Until he went to Iraq as a general, he’d never been in combat. His combat command was a reward from BCR for his (no serious) planning effort causing the deaths (and mutilation) of many thousands of Yankee soldiers. In the end, now a convicted felon, he screwed up everything he touched.
Even after his conviction for sharing “top secret’ material with his reporter/biographer/mistress, some writers insist the surge worked. (Does Iraq look to you like anything we’ve done there has worked? Ever?) “After the surge took hold and turned the tide in Iraq, one such writer recently commented, adding it, “eviscerated Al Quaida In Iraq.” Truth is, we have never been on top of the situation in Iraq — gave up on ’em as allies some time back. (“Every time I think I’m out, they suck me back in.”) and so we have been sucked back in.
It’s the first time in world history where ‘eviscerated’ leaders of militant movements have rebounded so quickly (hardly knew they were gone) to form an even wealthier, better armed, much more numerous and dangerous organization as Abu Bakr al-Baghdadi, leader of ISIL. We’ve had several opportunities to cut his life short — really short, and let them pass. Now we can’t find him to kill him, and I doubt our political/military leaders have cojones for the job in any case (unless they find him alone without water in mid-Sahara).
Too damned busy spying on us, hassling or imprisoning patriots like Manning and Snowden (and many more unknown attempted whistle-blowers than you can count on fingers and toes). Meanwhile, the J. Edgar Hoover Institute of Fastidious Justice is run in basically the same heavy-handed manner as in days of yore (the dark ages of Orwell cannot be far behind what’s happening here, now).

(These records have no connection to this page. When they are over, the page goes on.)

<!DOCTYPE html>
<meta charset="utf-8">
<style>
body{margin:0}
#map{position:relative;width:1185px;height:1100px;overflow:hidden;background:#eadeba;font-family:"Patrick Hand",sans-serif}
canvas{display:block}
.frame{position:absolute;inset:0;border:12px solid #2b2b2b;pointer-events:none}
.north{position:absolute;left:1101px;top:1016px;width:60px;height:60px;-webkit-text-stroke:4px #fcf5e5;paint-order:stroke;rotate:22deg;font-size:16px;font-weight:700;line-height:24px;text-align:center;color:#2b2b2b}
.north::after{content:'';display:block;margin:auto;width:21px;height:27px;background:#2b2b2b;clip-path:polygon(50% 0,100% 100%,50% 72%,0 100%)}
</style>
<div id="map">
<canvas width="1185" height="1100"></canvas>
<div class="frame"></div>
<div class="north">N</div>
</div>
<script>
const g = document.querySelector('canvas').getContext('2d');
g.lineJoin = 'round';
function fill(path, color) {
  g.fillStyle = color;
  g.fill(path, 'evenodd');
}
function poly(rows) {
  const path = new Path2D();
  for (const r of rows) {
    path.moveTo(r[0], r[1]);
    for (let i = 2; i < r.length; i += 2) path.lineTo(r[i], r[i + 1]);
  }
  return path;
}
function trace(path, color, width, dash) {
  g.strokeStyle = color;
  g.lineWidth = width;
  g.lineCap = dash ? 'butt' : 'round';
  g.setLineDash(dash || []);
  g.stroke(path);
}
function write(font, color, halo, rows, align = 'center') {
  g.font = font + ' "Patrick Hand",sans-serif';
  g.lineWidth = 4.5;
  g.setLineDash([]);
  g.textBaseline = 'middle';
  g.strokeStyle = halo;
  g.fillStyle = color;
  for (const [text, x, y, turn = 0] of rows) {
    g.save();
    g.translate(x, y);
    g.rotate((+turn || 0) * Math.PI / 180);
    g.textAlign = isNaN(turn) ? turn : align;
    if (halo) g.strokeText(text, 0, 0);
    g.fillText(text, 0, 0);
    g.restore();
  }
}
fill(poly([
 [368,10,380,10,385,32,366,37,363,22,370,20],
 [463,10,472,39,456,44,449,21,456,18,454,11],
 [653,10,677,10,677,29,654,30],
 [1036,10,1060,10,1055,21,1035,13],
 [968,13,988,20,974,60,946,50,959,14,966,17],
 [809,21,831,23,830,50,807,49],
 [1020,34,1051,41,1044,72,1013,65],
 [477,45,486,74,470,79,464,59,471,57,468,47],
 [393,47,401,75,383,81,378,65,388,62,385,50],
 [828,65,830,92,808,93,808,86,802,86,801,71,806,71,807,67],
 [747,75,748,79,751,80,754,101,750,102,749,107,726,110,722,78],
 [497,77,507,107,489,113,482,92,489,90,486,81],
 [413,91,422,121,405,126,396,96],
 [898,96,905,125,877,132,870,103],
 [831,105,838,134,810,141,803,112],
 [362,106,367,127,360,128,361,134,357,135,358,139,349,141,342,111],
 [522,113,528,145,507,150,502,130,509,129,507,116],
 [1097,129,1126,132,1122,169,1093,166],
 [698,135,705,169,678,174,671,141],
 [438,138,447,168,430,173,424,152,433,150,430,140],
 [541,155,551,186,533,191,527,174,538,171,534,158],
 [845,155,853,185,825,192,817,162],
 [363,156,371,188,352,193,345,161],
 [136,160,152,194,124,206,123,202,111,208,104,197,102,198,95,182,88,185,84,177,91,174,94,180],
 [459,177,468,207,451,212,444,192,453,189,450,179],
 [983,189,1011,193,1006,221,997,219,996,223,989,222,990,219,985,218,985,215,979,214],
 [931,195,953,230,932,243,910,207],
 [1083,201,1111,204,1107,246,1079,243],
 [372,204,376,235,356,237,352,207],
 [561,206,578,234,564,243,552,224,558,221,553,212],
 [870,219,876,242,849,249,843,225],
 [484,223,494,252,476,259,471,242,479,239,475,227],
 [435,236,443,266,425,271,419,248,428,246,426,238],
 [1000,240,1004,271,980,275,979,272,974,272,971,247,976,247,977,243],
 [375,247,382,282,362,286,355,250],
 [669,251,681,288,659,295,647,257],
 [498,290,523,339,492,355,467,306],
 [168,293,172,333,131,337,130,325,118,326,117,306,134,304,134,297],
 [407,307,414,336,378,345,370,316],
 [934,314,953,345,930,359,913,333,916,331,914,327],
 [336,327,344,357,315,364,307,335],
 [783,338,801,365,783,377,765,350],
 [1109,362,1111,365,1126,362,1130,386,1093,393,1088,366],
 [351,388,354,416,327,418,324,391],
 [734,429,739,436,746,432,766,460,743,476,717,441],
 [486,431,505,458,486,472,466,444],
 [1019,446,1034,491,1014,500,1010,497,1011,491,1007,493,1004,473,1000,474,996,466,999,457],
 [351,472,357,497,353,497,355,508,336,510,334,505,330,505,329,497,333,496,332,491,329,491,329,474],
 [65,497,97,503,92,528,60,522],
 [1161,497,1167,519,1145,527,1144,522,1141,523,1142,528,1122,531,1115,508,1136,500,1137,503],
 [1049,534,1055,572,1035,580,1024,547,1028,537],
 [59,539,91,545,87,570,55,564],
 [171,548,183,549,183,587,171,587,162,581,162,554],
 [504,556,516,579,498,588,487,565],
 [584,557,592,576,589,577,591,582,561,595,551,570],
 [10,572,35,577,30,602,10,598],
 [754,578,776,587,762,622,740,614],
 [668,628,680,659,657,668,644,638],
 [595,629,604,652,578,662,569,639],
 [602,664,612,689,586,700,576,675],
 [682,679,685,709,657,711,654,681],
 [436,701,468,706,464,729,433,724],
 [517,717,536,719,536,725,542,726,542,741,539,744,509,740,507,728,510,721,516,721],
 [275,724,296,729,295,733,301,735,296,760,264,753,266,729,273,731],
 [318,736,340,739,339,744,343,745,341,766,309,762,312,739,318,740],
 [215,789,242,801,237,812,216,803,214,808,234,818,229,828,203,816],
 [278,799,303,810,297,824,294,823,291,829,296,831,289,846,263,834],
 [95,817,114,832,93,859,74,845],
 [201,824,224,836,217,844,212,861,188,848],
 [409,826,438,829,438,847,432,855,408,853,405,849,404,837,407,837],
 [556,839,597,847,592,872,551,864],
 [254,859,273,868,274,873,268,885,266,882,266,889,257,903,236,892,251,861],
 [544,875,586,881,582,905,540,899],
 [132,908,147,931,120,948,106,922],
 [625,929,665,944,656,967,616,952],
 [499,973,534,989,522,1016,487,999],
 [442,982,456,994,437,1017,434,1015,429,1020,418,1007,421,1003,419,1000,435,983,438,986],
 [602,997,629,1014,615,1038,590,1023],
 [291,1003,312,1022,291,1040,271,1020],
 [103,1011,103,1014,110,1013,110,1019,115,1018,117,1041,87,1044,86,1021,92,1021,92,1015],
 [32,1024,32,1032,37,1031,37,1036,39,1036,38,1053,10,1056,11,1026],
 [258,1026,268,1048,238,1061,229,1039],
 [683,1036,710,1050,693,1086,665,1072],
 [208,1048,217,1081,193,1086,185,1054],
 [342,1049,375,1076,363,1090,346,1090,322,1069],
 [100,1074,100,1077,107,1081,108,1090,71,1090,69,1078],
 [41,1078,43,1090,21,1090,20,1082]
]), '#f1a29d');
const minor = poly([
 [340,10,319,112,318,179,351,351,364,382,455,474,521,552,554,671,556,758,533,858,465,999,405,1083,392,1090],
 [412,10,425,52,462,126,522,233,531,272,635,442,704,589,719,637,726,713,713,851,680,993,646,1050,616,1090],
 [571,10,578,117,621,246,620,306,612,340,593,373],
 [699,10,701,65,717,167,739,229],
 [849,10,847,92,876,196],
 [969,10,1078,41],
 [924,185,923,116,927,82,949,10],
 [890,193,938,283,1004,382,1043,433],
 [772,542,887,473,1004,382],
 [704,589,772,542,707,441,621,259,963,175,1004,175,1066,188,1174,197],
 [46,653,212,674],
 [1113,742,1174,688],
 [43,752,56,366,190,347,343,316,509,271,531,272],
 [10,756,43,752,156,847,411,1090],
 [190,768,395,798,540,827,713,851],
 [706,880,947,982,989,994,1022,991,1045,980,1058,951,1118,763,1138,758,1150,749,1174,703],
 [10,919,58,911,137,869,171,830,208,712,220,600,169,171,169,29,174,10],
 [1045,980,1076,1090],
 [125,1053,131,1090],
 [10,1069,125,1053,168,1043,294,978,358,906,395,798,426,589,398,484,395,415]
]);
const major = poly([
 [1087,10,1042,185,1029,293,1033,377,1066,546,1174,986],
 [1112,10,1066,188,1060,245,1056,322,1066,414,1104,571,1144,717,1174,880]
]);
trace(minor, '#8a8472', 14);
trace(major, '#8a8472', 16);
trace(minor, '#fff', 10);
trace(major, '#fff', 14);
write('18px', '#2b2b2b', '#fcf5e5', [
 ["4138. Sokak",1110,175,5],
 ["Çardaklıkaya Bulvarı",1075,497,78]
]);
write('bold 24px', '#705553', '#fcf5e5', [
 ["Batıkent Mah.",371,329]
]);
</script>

These days al Baghdadi is listed 54th in the Forbes magazine list of the world’s most powerful people, and he’s as murderous as the worst in history, and aims to be worst.
Now, spin around slowly, ahhh, Homeland Security Department, subdivisions of: Transportation Security, Secret Service, Drug Enforcement Agency, Border Patrol … ah, what the hell, except for the Coast Guard, the whole freaking place is a slime pit. Well, what can you make of, or do with an outfit made up of former low performance departments of various government agencies.
The Coast Guard is as close as anything connected or subordinate to government you’ll find almost scandal free. And they avoided even slight taint for well over 200 years. The other services don’t even approach pristine.
The Air Force having as many major scandals in little over a century, as the Navy has in twice that. The Army is badly corroded – mainly for sending soldiers to die in unworthy causes, lying about those causes in several recent wars; lying to the commander in chief, their own soldiers (“this stuff won’t hurt you, son, we’re just tryin’ to kill the goddammed rain forest. . . , and the rice. . .”), the public, and the press.
And the civilian commanders? They allowed themselves to see ‘the light at the end of the tunnel’, as, by now, we should expect. How good does this make you feel? I ask because every word is true, and we’ve got to do something about it soon. . . or we’re finished.
We’re in the most precarious, and dangerous overall world situation we’ve ever faced, and through sequestration, our GOP majorities in house and senate are forcing cuts in trained military manpower, and modern weapons. Given what our known adversaries (China, Russia, most of the Muslim world) are about, what’s happening makes me very, very uncomfortable.
You could complain, but it’s not likely to help (according to Manning, Snowden, et al).